__PROBLEM REQUIREMENTS__
From the entries below, copy every line that holds the word "lines".

__MATERIAL TO PROCESS__
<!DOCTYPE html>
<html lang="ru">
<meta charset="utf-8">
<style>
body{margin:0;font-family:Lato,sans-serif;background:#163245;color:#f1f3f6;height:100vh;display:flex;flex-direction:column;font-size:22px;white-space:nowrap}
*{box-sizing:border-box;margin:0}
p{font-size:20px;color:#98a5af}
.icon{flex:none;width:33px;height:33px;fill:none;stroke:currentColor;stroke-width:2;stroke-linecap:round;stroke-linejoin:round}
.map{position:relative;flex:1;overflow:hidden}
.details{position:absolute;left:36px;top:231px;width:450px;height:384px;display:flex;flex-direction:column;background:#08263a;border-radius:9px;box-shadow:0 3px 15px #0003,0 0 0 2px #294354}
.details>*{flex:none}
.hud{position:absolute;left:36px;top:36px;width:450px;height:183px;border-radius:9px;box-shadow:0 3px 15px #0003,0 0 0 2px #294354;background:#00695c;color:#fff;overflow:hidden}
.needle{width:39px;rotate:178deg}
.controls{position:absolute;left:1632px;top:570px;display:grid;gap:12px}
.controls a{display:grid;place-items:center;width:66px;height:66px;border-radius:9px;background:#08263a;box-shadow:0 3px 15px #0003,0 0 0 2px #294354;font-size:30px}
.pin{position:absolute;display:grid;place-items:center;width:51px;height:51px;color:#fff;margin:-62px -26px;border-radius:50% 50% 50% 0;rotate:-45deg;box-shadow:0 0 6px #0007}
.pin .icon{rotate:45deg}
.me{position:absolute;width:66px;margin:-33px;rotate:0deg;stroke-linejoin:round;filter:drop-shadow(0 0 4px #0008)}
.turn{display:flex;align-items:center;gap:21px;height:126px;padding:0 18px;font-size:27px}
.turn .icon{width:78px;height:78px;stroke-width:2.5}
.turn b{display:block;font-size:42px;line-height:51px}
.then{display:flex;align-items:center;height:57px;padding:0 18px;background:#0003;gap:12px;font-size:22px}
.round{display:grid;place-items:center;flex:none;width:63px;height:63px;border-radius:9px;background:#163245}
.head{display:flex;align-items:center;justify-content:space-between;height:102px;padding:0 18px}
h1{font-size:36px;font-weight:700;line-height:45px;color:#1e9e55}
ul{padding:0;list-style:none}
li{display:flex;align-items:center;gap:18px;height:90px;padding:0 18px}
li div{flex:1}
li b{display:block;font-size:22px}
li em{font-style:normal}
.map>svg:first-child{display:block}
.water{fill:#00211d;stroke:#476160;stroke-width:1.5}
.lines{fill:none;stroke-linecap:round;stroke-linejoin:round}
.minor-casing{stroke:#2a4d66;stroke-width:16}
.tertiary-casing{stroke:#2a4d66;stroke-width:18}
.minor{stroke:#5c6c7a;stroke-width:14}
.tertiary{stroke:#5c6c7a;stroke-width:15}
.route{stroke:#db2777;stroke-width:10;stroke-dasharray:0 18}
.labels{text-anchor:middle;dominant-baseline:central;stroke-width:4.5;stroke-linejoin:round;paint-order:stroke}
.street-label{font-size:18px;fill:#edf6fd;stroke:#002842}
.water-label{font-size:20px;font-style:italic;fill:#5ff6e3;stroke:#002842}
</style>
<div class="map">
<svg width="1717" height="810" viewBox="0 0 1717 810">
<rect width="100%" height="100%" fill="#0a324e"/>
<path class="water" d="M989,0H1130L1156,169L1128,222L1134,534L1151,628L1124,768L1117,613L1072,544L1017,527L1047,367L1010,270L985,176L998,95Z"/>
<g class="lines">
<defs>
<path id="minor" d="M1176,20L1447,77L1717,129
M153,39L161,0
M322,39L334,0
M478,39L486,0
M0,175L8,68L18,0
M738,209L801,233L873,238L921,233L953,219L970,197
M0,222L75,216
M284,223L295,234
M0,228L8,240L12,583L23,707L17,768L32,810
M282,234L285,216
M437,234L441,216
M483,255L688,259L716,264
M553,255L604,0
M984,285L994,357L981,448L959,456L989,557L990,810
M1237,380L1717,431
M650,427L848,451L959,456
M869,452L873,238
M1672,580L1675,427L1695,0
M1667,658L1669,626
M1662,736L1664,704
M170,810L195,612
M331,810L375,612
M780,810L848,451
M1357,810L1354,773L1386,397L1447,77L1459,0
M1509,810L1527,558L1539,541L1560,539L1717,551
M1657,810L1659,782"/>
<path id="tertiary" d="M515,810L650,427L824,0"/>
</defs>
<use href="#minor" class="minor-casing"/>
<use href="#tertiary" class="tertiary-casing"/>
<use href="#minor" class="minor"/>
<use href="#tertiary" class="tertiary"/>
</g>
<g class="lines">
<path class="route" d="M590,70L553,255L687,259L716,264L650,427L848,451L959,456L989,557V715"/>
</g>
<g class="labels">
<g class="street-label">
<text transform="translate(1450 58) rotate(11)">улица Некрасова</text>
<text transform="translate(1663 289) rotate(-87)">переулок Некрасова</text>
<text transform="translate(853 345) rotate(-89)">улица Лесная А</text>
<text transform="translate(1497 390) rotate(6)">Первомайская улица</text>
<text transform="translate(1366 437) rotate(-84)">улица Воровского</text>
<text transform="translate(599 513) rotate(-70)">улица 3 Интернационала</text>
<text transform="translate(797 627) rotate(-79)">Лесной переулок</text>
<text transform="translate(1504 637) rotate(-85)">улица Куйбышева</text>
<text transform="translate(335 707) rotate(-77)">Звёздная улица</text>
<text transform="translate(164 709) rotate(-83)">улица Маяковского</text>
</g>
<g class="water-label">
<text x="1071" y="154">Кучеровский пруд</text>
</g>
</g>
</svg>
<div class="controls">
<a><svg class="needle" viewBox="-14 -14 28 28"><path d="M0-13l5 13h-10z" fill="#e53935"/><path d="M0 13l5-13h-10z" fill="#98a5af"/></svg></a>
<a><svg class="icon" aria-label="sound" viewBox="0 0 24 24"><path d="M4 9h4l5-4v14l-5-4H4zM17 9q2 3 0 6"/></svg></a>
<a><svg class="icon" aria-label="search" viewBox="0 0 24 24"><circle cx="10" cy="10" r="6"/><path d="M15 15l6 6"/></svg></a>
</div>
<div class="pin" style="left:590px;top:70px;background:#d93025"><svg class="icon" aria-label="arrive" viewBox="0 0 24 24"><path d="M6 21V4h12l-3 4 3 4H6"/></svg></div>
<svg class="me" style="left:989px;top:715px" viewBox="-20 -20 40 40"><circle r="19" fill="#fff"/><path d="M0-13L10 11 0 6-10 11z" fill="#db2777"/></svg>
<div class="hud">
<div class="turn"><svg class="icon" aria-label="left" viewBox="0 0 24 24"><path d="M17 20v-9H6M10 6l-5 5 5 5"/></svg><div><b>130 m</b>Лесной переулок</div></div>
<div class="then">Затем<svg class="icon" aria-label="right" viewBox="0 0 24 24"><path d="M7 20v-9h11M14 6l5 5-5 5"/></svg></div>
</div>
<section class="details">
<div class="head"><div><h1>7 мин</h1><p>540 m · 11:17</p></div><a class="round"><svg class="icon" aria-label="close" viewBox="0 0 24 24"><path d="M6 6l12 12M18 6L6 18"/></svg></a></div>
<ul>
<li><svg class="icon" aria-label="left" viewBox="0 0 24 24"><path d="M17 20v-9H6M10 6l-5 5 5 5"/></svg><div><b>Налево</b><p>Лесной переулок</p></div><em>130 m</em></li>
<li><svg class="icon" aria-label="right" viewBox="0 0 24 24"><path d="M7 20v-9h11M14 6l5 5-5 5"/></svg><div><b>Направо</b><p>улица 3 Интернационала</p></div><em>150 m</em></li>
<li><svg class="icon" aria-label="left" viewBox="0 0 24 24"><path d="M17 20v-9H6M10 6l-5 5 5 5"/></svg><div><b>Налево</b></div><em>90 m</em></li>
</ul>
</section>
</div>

...

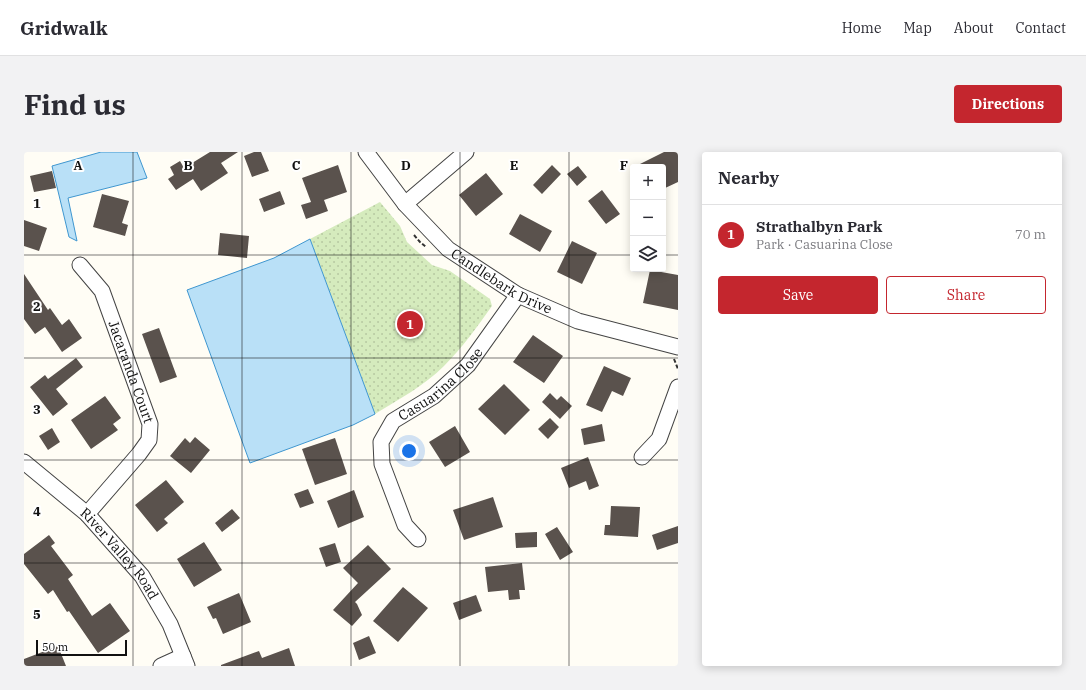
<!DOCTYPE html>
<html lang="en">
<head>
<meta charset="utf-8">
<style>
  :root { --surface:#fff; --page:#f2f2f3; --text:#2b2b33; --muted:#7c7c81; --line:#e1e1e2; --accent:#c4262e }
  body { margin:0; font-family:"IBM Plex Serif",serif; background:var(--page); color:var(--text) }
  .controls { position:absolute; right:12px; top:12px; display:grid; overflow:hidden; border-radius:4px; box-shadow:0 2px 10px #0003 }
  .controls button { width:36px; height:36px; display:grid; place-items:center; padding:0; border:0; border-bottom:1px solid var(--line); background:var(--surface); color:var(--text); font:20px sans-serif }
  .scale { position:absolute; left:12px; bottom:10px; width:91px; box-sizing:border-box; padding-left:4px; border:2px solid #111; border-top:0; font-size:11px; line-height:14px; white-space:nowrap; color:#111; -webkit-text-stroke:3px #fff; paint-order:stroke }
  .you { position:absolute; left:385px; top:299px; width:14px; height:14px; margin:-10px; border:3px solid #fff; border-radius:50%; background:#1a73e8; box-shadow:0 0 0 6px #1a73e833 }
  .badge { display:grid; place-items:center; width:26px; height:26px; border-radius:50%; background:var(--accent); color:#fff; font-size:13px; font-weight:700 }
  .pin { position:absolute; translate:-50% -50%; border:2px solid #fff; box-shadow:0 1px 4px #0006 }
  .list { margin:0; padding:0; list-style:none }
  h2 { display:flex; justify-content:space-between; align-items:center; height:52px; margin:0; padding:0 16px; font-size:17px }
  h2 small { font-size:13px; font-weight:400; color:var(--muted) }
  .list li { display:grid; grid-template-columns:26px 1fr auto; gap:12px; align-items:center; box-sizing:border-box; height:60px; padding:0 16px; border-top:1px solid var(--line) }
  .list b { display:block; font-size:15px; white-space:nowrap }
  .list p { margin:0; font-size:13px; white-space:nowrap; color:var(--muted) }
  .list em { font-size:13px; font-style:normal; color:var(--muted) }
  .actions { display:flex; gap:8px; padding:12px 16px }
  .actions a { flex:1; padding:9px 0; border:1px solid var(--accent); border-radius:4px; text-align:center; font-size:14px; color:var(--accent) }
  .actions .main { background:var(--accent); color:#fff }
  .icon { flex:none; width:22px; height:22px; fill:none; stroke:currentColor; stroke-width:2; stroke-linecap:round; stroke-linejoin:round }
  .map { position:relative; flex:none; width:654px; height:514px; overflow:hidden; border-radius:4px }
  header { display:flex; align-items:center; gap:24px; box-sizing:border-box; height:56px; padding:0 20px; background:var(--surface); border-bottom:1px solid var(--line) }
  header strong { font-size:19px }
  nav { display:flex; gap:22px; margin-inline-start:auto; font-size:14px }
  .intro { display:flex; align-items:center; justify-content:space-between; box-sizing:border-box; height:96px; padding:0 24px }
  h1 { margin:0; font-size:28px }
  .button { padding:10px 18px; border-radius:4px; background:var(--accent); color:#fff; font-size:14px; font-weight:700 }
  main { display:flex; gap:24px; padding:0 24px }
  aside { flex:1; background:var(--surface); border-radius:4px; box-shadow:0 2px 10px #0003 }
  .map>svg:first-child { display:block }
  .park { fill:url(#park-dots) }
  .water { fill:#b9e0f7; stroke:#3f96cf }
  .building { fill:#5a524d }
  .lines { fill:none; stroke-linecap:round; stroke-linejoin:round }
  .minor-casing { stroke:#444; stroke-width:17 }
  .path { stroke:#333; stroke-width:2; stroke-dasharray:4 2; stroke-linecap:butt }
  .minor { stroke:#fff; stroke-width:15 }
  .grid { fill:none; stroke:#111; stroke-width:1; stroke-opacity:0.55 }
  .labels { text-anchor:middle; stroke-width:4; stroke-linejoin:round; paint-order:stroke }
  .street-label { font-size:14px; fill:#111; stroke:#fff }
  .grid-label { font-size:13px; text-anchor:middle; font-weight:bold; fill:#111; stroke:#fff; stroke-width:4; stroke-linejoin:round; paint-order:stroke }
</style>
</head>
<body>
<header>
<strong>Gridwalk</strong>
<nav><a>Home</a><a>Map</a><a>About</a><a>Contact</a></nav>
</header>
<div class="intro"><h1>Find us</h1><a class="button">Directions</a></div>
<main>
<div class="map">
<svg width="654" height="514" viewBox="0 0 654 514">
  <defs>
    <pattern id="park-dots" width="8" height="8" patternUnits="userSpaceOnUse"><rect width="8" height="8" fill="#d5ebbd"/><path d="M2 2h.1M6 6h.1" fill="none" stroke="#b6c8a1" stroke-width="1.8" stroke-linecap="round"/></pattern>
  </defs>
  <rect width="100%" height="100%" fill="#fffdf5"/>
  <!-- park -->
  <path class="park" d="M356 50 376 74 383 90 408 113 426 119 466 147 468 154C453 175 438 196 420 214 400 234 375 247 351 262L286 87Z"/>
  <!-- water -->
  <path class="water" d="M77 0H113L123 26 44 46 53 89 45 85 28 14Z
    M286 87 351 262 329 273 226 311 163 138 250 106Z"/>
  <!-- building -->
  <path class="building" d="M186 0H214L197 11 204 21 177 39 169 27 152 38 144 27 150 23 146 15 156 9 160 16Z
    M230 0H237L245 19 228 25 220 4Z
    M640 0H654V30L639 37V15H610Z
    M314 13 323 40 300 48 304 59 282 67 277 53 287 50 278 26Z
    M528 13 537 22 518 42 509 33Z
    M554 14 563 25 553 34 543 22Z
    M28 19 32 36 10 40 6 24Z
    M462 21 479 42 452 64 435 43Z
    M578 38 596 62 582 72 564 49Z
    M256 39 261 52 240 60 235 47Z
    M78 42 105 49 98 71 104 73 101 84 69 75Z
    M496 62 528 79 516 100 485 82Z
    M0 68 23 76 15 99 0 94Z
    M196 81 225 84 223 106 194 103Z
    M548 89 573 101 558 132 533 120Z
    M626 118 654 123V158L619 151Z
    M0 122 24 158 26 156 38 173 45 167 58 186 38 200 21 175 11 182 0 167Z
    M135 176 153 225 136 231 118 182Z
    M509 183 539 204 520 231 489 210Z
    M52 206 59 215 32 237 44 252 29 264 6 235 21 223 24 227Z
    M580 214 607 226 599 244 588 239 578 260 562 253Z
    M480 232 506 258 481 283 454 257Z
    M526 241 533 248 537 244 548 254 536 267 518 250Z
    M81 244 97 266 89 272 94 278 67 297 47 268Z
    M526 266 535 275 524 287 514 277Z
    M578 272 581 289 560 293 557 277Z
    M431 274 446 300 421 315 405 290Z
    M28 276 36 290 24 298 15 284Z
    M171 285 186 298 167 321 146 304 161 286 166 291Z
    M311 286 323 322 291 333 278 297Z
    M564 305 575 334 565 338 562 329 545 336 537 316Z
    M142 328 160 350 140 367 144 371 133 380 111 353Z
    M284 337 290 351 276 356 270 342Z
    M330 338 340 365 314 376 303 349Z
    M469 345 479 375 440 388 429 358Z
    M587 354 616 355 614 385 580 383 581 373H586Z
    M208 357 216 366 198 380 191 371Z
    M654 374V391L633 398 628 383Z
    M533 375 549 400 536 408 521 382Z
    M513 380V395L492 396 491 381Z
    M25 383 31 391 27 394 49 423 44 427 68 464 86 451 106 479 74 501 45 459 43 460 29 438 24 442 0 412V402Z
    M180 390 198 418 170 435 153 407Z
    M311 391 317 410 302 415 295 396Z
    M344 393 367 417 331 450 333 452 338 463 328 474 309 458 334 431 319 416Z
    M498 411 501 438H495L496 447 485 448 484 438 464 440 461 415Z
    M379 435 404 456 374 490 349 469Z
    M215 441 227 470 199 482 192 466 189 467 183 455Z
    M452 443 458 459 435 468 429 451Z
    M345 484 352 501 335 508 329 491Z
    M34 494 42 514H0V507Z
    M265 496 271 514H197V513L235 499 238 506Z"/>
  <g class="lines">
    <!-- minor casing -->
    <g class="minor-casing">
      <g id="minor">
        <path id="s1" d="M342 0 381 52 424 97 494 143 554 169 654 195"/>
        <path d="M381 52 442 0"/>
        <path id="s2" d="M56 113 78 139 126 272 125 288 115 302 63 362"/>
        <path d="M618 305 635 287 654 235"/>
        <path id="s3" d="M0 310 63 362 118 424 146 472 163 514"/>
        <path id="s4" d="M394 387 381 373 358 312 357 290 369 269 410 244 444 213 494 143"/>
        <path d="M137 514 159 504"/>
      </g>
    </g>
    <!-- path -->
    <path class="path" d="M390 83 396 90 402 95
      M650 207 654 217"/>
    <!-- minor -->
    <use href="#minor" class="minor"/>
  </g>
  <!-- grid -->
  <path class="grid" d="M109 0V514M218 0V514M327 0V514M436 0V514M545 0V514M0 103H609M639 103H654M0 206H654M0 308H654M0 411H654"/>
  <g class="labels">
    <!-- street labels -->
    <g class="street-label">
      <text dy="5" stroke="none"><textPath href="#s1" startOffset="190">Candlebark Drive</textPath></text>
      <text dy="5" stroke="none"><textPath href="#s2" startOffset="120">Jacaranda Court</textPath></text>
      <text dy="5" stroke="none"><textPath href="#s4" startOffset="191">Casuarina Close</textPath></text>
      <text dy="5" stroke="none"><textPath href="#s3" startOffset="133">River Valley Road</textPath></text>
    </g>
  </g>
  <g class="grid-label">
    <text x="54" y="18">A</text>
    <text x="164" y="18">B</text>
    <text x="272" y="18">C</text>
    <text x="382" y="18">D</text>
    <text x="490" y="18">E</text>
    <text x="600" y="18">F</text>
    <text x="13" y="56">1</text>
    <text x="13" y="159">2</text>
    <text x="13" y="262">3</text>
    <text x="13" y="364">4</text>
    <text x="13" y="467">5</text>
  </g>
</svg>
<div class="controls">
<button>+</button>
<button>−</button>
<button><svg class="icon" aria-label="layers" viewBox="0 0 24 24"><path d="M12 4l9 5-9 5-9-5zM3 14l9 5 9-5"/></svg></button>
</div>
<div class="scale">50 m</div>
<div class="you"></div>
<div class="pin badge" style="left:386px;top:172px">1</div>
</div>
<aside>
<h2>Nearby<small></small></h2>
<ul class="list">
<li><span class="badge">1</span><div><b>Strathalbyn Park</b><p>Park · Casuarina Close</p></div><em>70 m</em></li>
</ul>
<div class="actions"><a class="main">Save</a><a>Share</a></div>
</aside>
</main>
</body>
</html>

__ANSWER TO THE PROBLEM__
.lines{fill:none;stroke-linecap:round;stroke-linejoin:round}
<g class="lines">
<g class="lines">
  .lines { fill:none; stroke-linecap:round; stroke-linejoin:round }
  <g class="lines">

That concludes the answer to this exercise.